▶ _WHAT TO WORK ON_: Report every line from the following entries that contains the string "family".

(Stored items)
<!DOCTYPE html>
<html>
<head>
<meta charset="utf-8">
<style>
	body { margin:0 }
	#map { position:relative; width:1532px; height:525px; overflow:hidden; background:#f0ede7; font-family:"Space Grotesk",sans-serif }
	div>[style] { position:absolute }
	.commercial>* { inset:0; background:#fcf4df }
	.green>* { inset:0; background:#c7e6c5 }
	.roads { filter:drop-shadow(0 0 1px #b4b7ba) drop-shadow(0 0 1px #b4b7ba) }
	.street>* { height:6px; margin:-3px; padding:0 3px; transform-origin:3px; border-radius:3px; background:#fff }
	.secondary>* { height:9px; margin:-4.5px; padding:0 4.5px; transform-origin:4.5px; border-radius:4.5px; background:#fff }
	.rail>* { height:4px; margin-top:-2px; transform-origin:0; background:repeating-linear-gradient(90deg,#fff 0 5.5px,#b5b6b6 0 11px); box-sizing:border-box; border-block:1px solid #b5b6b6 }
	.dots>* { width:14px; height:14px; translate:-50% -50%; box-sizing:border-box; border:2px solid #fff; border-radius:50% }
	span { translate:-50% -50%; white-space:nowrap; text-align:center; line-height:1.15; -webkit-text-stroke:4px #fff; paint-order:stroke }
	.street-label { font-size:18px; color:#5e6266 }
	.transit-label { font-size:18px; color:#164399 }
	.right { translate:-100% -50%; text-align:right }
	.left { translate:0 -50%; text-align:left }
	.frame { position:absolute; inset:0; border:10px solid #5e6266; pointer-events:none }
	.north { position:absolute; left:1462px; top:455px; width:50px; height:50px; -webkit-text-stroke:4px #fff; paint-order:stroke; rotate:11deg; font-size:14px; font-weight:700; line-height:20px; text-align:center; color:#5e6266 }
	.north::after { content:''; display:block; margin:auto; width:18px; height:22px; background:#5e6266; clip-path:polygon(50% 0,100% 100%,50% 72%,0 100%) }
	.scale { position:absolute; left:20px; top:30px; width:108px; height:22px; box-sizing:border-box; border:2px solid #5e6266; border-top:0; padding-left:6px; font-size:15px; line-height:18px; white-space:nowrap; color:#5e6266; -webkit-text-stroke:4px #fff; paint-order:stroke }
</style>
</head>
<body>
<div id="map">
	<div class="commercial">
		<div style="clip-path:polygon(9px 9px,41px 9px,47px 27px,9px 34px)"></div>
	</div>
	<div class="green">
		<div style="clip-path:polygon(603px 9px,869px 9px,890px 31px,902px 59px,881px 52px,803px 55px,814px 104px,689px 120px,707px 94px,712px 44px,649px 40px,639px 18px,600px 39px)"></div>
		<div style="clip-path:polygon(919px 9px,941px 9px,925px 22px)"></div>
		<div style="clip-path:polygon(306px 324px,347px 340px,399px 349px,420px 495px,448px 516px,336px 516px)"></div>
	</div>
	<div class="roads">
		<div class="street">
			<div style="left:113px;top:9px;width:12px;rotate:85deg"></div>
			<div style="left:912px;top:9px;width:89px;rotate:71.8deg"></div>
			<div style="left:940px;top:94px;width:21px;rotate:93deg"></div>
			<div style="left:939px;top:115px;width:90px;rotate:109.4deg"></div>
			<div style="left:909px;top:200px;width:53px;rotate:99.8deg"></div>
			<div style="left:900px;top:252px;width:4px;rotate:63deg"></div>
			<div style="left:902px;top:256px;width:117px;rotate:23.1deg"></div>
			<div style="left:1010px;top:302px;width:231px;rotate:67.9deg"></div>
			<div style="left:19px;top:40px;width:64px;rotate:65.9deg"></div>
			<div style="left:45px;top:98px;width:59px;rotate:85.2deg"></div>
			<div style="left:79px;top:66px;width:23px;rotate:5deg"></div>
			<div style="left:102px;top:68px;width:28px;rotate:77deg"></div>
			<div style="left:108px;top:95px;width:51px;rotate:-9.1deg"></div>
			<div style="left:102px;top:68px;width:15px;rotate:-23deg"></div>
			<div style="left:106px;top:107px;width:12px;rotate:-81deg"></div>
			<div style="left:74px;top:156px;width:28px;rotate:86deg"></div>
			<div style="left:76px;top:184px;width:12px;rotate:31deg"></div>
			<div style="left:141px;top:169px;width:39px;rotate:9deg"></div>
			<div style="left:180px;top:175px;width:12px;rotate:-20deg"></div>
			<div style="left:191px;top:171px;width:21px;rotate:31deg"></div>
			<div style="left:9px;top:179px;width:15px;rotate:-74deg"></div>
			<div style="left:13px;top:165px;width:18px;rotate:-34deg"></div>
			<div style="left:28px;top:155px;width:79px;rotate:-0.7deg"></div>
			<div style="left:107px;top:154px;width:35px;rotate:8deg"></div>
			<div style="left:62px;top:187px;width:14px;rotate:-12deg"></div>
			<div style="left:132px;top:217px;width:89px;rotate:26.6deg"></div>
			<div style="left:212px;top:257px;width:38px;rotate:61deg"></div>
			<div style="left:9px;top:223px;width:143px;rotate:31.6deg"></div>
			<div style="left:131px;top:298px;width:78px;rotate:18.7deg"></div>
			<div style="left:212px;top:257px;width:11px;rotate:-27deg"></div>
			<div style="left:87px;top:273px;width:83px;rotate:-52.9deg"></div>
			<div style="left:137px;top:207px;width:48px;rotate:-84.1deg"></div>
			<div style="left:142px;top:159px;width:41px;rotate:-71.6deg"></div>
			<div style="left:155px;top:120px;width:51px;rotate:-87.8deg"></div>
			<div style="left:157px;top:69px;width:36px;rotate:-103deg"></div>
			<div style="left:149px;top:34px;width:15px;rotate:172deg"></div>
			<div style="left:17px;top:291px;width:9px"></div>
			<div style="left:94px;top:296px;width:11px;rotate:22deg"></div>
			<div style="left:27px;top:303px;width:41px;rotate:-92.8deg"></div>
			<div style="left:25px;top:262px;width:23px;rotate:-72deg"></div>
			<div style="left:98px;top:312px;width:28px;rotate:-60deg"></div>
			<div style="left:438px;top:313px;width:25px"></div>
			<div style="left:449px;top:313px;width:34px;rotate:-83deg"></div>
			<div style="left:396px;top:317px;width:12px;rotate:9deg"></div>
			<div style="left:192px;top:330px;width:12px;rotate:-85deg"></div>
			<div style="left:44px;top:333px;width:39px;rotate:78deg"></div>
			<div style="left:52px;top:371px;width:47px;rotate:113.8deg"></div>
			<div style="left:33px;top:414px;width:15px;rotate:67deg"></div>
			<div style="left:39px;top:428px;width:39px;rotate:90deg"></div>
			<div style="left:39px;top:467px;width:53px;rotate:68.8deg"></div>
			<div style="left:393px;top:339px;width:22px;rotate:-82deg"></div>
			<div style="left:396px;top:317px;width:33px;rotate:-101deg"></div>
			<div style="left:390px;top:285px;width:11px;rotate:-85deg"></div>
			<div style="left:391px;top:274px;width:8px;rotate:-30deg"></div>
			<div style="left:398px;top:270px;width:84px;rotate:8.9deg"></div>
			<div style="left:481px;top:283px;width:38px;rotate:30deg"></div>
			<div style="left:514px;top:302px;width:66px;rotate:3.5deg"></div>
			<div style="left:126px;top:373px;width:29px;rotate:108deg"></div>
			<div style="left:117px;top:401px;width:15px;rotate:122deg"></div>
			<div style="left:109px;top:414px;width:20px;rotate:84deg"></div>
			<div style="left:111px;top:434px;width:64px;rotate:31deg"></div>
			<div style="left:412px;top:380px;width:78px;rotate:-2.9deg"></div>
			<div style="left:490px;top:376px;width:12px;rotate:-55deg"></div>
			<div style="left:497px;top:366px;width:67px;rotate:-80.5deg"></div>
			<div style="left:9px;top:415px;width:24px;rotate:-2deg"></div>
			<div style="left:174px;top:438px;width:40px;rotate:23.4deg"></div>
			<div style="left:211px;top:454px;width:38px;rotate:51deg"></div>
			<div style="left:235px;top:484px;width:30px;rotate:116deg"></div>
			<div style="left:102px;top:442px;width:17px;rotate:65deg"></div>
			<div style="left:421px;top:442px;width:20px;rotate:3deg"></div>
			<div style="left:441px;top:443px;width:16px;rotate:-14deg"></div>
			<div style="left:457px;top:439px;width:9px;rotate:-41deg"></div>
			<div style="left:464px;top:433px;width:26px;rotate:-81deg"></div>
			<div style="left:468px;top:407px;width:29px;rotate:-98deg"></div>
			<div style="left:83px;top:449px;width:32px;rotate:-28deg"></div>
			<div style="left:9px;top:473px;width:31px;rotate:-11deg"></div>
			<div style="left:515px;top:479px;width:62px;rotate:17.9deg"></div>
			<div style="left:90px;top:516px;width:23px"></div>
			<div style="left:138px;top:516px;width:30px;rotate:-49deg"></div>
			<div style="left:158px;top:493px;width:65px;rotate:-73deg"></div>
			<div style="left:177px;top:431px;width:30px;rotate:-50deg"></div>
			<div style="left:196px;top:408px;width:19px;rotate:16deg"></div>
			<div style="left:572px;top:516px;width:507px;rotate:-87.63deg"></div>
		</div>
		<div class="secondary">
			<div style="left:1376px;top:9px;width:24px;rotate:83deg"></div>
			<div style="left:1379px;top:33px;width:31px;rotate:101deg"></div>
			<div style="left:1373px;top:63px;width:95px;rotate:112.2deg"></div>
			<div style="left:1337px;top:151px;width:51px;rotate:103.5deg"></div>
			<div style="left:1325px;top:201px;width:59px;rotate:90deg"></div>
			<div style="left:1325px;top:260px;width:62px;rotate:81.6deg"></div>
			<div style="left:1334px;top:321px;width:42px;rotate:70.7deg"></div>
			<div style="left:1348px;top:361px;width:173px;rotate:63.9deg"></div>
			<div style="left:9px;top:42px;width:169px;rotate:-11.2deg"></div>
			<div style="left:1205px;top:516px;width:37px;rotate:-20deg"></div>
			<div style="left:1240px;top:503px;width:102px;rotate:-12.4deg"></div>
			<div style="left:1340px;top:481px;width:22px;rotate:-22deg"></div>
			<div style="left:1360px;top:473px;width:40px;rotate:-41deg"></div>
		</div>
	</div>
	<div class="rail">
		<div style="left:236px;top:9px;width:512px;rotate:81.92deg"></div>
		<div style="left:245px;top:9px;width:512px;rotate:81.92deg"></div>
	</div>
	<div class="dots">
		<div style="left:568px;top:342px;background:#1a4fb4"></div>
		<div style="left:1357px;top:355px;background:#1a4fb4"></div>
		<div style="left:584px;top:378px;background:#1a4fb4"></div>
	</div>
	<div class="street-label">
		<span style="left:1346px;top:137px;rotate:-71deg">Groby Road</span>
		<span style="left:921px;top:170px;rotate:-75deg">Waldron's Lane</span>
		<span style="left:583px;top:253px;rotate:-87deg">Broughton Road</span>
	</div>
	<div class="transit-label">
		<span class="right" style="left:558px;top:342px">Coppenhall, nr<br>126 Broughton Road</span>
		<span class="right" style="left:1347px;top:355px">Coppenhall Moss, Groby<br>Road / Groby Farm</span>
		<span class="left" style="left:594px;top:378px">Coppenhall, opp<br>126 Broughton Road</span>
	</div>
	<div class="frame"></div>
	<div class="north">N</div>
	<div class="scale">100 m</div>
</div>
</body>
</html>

...

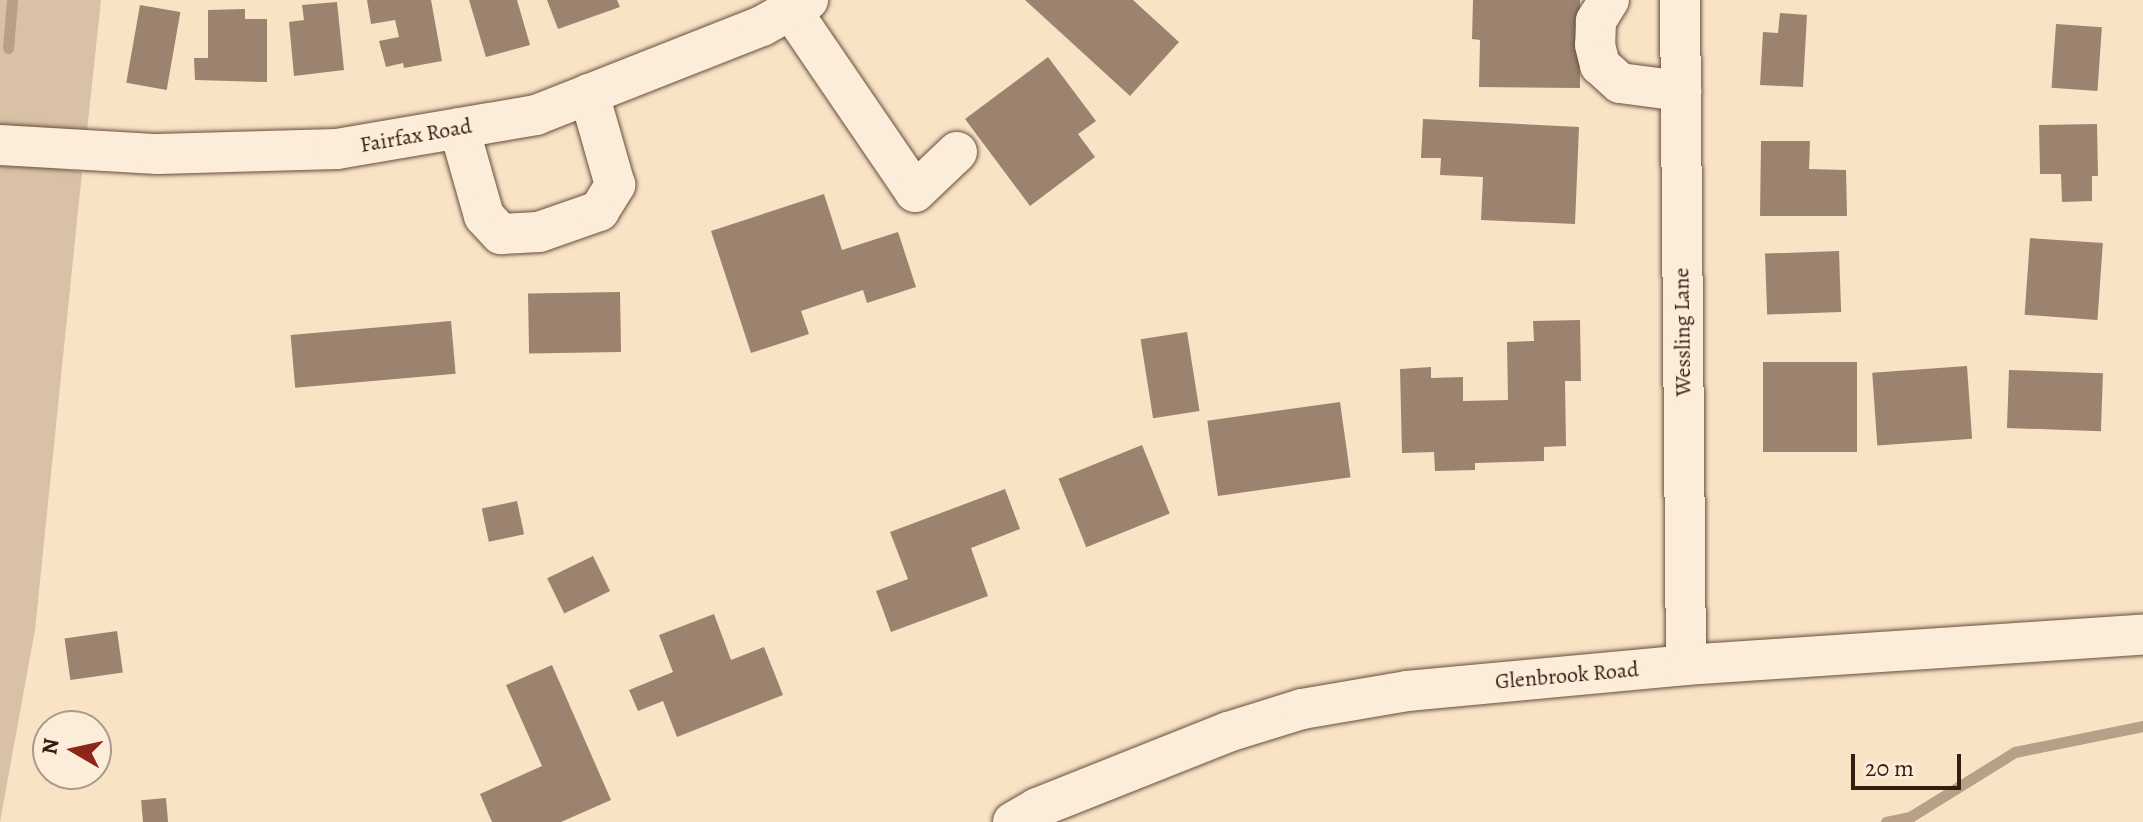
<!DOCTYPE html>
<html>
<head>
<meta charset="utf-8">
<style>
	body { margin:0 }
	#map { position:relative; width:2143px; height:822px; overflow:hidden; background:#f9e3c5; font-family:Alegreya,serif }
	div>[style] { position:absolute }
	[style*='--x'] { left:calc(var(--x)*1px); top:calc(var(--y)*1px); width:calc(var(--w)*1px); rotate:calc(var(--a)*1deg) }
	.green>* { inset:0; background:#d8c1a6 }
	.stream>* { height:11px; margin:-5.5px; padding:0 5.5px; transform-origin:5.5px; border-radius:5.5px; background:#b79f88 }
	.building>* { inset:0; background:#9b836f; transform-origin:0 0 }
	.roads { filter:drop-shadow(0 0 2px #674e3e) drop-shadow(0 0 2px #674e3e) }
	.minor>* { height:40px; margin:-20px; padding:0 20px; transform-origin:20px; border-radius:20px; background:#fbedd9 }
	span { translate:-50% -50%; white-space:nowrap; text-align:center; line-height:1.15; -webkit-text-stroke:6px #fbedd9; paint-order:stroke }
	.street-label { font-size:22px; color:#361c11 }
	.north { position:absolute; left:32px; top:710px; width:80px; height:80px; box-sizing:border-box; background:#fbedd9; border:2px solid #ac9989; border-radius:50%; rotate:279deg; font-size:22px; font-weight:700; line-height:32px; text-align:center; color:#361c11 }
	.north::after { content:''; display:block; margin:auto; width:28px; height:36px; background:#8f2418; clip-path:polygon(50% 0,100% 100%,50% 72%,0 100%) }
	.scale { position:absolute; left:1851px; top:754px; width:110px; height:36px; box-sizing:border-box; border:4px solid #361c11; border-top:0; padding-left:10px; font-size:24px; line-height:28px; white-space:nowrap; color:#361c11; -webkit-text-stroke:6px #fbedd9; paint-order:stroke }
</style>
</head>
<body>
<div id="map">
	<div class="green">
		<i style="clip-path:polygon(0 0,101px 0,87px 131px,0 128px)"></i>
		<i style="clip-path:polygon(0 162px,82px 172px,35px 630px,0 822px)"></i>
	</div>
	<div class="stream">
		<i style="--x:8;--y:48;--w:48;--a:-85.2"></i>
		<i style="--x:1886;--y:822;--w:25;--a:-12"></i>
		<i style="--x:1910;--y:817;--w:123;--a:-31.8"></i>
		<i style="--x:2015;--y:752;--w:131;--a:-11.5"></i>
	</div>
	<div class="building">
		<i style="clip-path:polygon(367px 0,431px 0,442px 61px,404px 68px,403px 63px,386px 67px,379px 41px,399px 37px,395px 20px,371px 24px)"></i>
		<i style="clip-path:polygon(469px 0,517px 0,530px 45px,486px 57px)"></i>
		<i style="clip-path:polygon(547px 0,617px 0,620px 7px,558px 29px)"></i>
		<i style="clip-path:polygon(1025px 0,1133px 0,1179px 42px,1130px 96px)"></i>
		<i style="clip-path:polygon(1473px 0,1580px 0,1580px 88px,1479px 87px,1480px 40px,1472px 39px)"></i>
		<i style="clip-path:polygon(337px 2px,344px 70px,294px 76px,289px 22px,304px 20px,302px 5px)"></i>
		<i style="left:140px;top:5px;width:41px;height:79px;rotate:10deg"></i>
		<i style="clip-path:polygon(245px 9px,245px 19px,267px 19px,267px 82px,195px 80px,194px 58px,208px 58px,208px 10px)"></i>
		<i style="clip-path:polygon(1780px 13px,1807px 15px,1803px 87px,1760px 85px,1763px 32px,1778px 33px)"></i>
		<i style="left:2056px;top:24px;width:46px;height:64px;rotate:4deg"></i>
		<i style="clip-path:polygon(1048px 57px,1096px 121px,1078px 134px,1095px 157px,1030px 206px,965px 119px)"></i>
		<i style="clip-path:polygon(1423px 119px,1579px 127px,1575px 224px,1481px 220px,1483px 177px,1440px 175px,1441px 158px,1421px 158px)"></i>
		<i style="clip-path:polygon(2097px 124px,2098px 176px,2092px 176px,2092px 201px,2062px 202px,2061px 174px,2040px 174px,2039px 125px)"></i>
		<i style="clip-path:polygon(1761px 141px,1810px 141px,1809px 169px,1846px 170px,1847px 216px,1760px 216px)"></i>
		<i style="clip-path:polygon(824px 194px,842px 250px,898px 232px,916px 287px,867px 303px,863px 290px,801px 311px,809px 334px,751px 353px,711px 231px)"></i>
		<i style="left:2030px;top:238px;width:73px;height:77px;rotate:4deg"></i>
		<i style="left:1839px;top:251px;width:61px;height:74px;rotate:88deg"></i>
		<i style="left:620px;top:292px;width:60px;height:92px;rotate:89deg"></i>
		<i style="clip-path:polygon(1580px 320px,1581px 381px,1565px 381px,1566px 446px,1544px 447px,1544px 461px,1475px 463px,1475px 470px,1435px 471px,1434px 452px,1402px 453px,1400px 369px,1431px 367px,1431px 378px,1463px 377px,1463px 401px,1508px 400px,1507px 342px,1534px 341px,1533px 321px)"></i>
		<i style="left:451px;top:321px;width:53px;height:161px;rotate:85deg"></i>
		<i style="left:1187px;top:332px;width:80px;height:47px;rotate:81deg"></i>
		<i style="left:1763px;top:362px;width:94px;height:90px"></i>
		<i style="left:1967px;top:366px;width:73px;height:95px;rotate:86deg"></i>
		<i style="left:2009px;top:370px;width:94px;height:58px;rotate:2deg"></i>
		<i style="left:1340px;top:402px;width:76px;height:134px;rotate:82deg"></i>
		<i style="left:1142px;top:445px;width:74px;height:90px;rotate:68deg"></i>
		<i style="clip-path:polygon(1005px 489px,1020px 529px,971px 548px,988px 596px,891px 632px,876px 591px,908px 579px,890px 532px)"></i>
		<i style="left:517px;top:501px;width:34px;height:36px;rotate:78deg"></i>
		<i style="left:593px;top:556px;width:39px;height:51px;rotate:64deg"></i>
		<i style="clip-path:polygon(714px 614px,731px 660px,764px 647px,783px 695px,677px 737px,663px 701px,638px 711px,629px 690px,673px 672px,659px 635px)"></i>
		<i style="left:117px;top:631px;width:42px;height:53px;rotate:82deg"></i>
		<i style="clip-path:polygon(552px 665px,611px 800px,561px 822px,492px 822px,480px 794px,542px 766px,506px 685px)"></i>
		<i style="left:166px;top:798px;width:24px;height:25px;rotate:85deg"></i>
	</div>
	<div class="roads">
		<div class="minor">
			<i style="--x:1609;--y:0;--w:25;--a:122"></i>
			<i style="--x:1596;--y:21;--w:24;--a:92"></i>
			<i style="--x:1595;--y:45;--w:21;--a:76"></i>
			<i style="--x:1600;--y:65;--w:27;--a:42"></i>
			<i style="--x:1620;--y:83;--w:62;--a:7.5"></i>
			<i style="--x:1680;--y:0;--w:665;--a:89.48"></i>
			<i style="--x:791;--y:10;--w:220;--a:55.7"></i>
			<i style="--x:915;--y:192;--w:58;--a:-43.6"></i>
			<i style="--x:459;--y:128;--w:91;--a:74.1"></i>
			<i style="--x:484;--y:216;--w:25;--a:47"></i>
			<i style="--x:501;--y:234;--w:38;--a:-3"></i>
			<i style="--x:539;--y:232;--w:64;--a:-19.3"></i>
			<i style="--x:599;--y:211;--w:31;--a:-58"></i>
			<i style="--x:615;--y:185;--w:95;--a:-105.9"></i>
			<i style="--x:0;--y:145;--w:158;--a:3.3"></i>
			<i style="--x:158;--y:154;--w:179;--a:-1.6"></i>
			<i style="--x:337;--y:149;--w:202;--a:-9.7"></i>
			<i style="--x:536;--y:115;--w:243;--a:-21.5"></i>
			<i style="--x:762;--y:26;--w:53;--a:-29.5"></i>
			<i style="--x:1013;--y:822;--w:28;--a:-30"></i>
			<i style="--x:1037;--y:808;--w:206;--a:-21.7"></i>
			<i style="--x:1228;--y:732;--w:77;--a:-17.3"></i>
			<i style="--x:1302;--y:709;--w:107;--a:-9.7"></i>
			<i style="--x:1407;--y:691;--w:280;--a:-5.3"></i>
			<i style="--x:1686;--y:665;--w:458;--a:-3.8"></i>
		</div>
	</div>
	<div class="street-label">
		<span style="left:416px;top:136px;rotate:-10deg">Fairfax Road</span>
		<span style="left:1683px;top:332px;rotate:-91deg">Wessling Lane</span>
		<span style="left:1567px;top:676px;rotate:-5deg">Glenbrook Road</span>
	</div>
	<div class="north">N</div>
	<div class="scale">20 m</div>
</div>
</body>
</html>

▶ _EXERCISE OUTPUT_:
	#map { position:relative; width:1532px; height:525px; overflow:hidden; background:#f0ede7; font-family:"Space Grotesk",sans-serif }
	#map { position:relative; width:2143px; height:822px; overflow:hidden; background:#f9e3c5; font-family:Alegreya,serif }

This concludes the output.